Admitindo como indesejáveis novas subidas da carga fiscal devido a aumentos de impostos (que já danificaram em demasia a competitividade e o crescimento económico, de que Portugal precisa deses-peradamente e sem o que não resolverá nenhum dos seus problemas), é ao nível das duas categorias de despesas aqui referidas que – até pela sua dimensão – se terá que actuar.

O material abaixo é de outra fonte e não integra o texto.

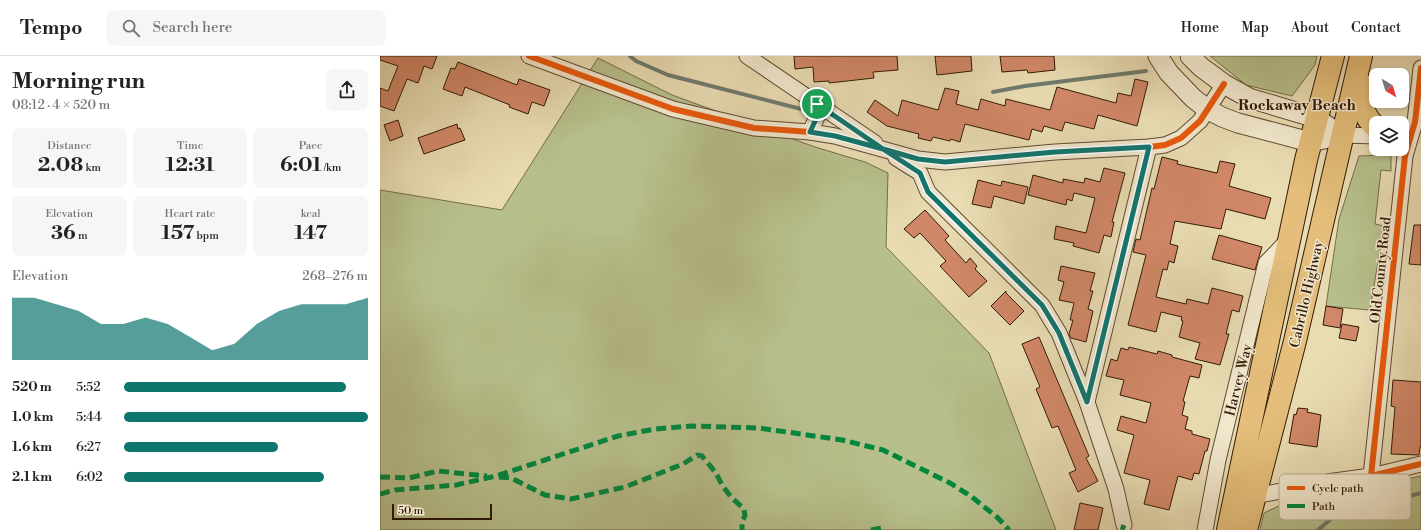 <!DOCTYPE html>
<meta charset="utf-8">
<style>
body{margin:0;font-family:"Libre Bodoni",serif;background:#f6f6f6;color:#222;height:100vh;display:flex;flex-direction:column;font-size:15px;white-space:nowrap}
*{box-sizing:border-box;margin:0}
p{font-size:13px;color:#767676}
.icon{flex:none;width:22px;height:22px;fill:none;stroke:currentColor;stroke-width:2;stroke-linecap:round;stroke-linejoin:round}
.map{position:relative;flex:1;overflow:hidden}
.side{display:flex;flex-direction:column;background:#fff;width:380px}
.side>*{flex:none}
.needle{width:26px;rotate:142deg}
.controls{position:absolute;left:989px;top:12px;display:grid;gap:8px}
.controls a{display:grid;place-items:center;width:40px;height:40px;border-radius:8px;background:#fff;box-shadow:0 2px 6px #0003;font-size:20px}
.scale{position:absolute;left:12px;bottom:10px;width:100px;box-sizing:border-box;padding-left:4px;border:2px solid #331a06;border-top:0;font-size:11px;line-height:14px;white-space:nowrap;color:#331a06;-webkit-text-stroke:3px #f1e8ce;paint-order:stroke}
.pin{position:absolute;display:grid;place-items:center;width:34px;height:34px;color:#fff;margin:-17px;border:2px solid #fff;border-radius:50%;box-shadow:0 1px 4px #0007}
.round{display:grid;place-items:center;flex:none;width:42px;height:42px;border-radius:8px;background:#f6f6f6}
.overview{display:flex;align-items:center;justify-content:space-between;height:68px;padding:0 12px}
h1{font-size:22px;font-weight:800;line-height:30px}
.figures{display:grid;grid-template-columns:repeat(3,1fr);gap:6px;height:68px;padding:4px 12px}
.figures div{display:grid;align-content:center;border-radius:8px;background:#f6f6f6;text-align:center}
.figures b{font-size:20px;font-weight:800}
.figures small{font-size:11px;font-weight:400}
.figures p{font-size:11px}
.chart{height:112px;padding:8px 12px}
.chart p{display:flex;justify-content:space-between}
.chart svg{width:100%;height:72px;margin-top:4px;fill:#0f766e;opacity:.7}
ul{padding:0 12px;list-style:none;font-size:13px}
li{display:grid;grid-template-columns:64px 48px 1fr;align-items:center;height:30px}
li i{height:10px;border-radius:5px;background:#0f766e}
header{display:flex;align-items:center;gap:24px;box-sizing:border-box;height:56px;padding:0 20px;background:#fff;border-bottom:1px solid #e0e0e0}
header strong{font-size:19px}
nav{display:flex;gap:22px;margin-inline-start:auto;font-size:14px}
.search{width:280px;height:36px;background:#f6f6f6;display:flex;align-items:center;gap:10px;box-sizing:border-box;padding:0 14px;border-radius:8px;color:#767676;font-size:15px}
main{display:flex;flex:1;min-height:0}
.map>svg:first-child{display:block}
.green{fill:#b7c08c;stroke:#756d49}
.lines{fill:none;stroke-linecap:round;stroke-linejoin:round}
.stream{stroke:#6f7b6c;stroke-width:4}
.building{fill:#d18868;stroke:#331a06}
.minor-casing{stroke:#604a31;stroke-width:17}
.tertiary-casing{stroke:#604a31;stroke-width:21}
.trunk-casing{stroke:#331a06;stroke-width:24}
.minor{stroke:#f1e8ce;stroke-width:15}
.tertiary{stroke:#f1e8ce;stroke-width:19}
.trunk{stroke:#e4be7a;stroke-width:22}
.quiet{stroke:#00873e;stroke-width:5;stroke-dasharray:10 5;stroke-linecap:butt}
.cycleway-casing{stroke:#f1e8ce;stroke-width:8}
.cycleway{stroke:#e8590c;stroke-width:6}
.route-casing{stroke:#fff;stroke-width:8}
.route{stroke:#0f766e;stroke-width:5}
.labels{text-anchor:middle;stroke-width:3;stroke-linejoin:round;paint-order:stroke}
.street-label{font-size:14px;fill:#331a06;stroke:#f1e8ce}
.neighbourhood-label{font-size:15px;font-weight:bold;fill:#331a06;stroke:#f1e8ce}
.key{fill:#f1e8ce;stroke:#b8aa92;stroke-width:1}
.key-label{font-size:11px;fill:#331a06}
</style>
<header>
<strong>Tempo</strong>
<div class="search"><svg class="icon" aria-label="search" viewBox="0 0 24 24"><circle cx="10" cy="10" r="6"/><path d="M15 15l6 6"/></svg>Search here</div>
<nav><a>Home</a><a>Map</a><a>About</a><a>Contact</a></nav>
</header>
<main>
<section class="side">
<div class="overview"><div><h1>Morning run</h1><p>08:12 · 4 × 520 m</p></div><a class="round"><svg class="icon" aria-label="share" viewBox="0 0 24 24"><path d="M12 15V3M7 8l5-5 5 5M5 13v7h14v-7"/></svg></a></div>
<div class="figures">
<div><p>Distance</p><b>2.08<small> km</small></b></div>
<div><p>Time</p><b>12:31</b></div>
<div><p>Pace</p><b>6:01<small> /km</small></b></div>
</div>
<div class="figures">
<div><p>Elevation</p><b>36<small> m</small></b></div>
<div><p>Heart rate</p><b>157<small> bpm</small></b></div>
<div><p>kcal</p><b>147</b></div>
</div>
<div class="chart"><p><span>Elevation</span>268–276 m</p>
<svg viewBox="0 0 160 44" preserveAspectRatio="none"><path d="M0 44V6L10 6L20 10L30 14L40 22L50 22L60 18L70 22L80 30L90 38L100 34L110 22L120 14L130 10L140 10L150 10L160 6V44z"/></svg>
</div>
<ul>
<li><b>520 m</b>5:52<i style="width:91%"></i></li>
<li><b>1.0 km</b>5:44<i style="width:100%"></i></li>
<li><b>1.6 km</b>6:27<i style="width:63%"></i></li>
<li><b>2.1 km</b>6:02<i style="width:82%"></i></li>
</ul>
</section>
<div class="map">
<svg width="1041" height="474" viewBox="0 0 1041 474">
<rect width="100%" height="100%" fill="#e9dcb3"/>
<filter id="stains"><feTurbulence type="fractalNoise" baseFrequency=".005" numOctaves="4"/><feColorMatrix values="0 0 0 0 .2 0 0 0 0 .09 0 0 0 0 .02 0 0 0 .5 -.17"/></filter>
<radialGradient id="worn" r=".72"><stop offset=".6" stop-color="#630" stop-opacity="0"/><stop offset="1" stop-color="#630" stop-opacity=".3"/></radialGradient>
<g class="green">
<path d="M830,0h107l-2,9 -23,31 -46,-11z"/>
<path d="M218,2l74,37 143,52 50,15 23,11 -2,74 103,106 67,177h-676v-340l122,20z"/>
<path d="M1011,99v16l-10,-1 -6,54 9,2 -14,84 -44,-4 13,-87 20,-63z"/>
<path d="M1041,420v54h-161l4,-17 38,-18 38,-6 4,12 42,-9 -1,-8z"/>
</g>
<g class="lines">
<g class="stream">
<path d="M250,0l6,5 32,14 137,35"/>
<path d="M613,36l32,-6 121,-15"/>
<path d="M938,474l14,-12 89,-25"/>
</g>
</g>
<g class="building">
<path d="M0,0h57l-5,13 -8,-3 -6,17 -11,-4 -13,32 -14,-5v-18l8,3 10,-25 -18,-6z"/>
<path d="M414,0h103l1,14 -25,2 1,6 -45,5v-2l-15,1 -1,-15 -18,2z"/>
<path d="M555,0h36l1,15 -35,4z"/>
<path d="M620,0h54l1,14 -27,3 -1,-3 -25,2z"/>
<path d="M78,6l59,23 2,-6 31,11 -6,16 -12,-4 -4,12 -19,-7 1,-2 -45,-18 -3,9 -19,-7 8,-21 4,1z"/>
<path d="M755,23l13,3 -11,44 -39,-11 -4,14 -29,-7 -3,9 -18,-5 -2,6 -10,-3 -3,11 -64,-16 -5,18 -9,-3 -1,2 -17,-4 -2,4 -13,-3 1,-4 -32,-8 -20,-14 8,-12 23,16 4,-16 36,10 7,-22 14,3 -3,13 22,6 3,-11 24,7 1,-7 44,11 7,-23 59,16 2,-10 13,3z"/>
<path d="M18,64l5,16 -13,5 -6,-16z"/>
<path d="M77,68l1,5 2,-1 5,12 -41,14 -6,-16z"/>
<path d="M782,101l16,4 -1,3 40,9 3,-12 15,3 -6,22 42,12 -6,21 -39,-10 -5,20 -46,-8 -5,23 8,2 -4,17 -5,-2 -2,9 -4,-1 -7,28 30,7 1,-5 21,5 4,-16 31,8 -4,16 -7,-2 -6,24h3l-9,31 -25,-6 5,-16 -21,-6 4,-16 -2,-1 1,-3 -21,-5 -5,20 -28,-7 18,-70 -13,-3 3,-13 4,1 12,-52 2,1z"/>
<path d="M724,112l21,5 -13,49h2l-3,15 -7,-2 -5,18 -26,-7 1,-3 -20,-4 2,-13 30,7 9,-35 -21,-5 -2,8 -5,-2 -1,6 -38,-10 5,-20 30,8v-4l21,4 1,-5 15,4z"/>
<path d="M598,124l23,6 1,-5 26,6 -4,17 -30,-8 -3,12 -19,-4z"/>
<path d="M545,154l24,26 -4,4 21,23 4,-5 7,8 -2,3 12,12 -18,16 -29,-31 6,-5 -26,-28 -6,5 -10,-9z"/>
<path d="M1034,169h7v40l-12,-1z"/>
<path d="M839,179l43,12 -7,23 -43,-11z"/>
<path d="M681,210l34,7 -5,18h3l-5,18 5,2 -7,31 -15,-4 -2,-4 4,-14h-3l4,-17 -15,-3 5,-18 -6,-2z"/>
<path d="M626,235v2l18,18 -14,14 -19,-19z"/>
<path d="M946,250l17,3 -3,19 -17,-3z"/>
<path d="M962,268l17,3 -3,14 -17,-3z"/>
<path d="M659,281l50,119 -3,2 12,23 -20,11 -9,-19 7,-3 -18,-44 -6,2 -16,-39 4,-2 -18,-43z"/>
<path d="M749,291l28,7 1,-3 14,4v2l30,8 -3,13 -9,-2 -7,25 2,1 -3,13 6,2 -3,12 7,2v3l18,5 -3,12h-2l-6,23 -5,-1 -2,7 -14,-4 -9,34 -25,-6 6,-24 -26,-7 10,-38 -17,-5 4,-14 25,7 5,-20 -31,-8 4,-15 -18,-4 5,-17 6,2 4,-13 7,2z"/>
<path d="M1013,324l28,2v65h-1l-1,8 -28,-1 4,-47 -4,-1z"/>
<path d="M918,352l10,1 -1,3 14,3 -4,32 -28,-4 5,-29 2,1z"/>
<path d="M700,447l23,5 -5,22h-24z"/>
</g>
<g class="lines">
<defs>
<g id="minor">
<path d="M149,0l144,53 81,19 56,4 25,4 83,23 27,3 110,-10 94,-5 16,-2 16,-7 19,-17 24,-37"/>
<path d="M367,0l128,87"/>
<path d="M430,76l7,-15v-13"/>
<path d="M962,79l34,1"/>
<path d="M516,102l24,15 8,19 114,113 17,28 28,69 29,87 8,36"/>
<path d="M707,346l62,-255"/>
<path d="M991,420l34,-320 10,-34 6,-54"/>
<path d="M875,440l72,-14 44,-6 50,-12"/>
<path d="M825,474l13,-70 48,-197 23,-24"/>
</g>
<g id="tertiary">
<path d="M778,0l11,17 24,25 14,11 15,8 16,6 72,19 32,-7"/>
<path d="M810,0l11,11 23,17 25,14 67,20 13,9"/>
</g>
<g id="trunk">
<path d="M979,25c2,18 2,34 17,46"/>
<path d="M848,474l78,-370 27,-104"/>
<path d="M866,474l49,-189 66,-285"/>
</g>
</defs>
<use href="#minor" class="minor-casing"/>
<use href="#tertiary" class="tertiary-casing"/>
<use href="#trunk" class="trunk-casing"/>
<use href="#minor" class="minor"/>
<use href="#tertiary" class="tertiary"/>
<use href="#trunk" class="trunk"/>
<g class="quiet">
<path d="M0,421l29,1 29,-7 49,5"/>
<path d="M119,421l12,1 34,17 26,4 54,-12 58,-23 14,-9 5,1 14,17 6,12 9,12 13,12 1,7 -3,5v9"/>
<path d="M0,438l15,-4 61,-5 40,-9 122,-40 37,-7 36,-3 68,2 83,12 41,10 67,33 22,14 26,21 11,12"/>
<path d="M491,474l11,-2 2,2"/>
<path d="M742,474l2,-5"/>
</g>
<defs>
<g id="cycleway">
<path d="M149,0l144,53 81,19 56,4 25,4 83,23 27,3 110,-10 94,-5 16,-2 16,-7 19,-17 24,-37"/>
<path d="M1041,12l-6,54 -10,34 -34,320 50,-12"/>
</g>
</defs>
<use href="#cycleway" class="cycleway-casing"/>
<use href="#cycleway" class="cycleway"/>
</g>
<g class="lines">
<defs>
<path id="route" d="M437,48v13l-7,15 25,4 48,13 37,24 8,19 114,113 17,28 28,69 62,-255 -94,5 -110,10 -27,-3 -35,-10 -66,-45"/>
</defs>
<use href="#route" class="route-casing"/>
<use href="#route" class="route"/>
</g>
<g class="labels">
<g class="street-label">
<text transform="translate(1000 214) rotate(-84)" y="5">Old County Road</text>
<text transform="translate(926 238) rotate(-77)" y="5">Cabrillo Highway</text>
<text transform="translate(858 324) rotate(-76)" y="5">Harvey Way</text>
</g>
<g class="neighbourhood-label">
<text x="917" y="54">Rockaway Beach</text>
</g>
</g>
<rect x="899" y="418" width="132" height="46" rx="6" class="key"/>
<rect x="907" y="430" width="18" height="4" fill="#e8590c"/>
<rect x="907" y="448" width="18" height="4" fill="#00873e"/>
<g class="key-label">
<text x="932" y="436">Cycle path</text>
<text x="932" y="454">Path</text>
</g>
<rect width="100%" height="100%" filter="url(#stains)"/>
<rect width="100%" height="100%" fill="url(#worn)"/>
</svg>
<div class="controls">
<a><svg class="needle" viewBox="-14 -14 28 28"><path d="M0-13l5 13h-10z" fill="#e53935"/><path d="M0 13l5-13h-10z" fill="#767676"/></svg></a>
<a><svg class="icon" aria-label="layers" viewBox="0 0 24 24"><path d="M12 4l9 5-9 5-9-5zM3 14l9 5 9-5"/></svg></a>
</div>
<div class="scale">50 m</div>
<div class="pin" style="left:437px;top:48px;background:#1e9e55"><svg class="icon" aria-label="arrive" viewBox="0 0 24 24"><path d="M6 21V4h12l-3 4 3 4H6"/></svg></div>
</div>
</main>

Reformando e tornando mais eficiente um Estado tentacular e que inferniza a vida aos cidadãos; e reformulando o chamado “Estado Social” que hoje conhecemos: garantindo o apoio e a prestação de serviços, sem custos adicionais, a quem efectivamente não os pode suportar financeiramente – e não, como hoje sucede, a todos os cidadãos, independentemente do seu nível de rendimento. Com o progressivo envelhecimento da população, é esta a única forma de garantir a existência de um Estado Social que sirva os mais necessitados e desprotegidos. Quem afirmar o contrário não é sério nem está a ser verdadeiro.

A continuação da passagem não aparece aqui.